**Dataset records:**

........

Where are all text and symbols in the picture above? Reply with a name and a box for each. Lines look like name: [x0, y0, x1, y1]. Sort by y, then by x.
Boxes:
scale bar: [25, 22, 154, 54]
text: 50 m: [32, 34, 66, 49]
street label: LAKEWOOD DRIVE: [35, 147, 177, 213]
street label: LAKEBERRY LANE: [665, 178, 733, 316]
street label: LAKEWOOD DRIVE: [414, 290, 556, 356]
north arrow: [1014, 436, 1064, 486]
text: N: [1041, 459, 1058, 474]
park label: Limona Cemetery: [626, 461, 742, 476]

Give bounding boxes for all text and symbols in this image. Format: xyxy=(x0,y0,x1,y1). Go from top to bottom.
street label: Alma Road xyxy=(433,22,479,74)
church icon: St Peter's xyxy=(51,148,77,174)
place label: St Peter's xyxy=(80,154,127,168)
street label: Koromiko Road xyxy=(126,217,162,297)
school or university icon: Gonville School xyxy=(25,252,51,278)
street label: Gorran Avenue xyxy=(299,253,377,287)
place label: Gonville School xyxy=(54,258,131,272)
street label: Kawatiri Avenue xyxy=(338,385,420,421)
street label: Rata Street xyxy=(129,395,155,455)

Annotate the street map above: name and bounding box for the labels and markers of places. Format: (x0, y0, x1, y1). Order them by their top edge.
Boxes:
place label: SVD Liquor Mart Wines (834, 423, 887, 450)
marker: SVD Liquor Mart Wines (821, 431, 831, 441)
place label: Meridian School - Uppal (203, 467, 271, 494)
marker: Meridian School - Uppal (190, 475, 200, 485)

........

**Description of the task:**
Within the data above, find the lines that contain the word "name" and copy each of them.

**Response to this exercise:**
Where are all text and symbols in the picture above? Reply with a name and a box for each. Lines look like name: [x0, y0, x1, y1]. Sort by y, then by x.
Annotate the street map above: name and bounding box for the labels and markers of places. Format: (x0, y0, x1, y1). Order them by their top edge.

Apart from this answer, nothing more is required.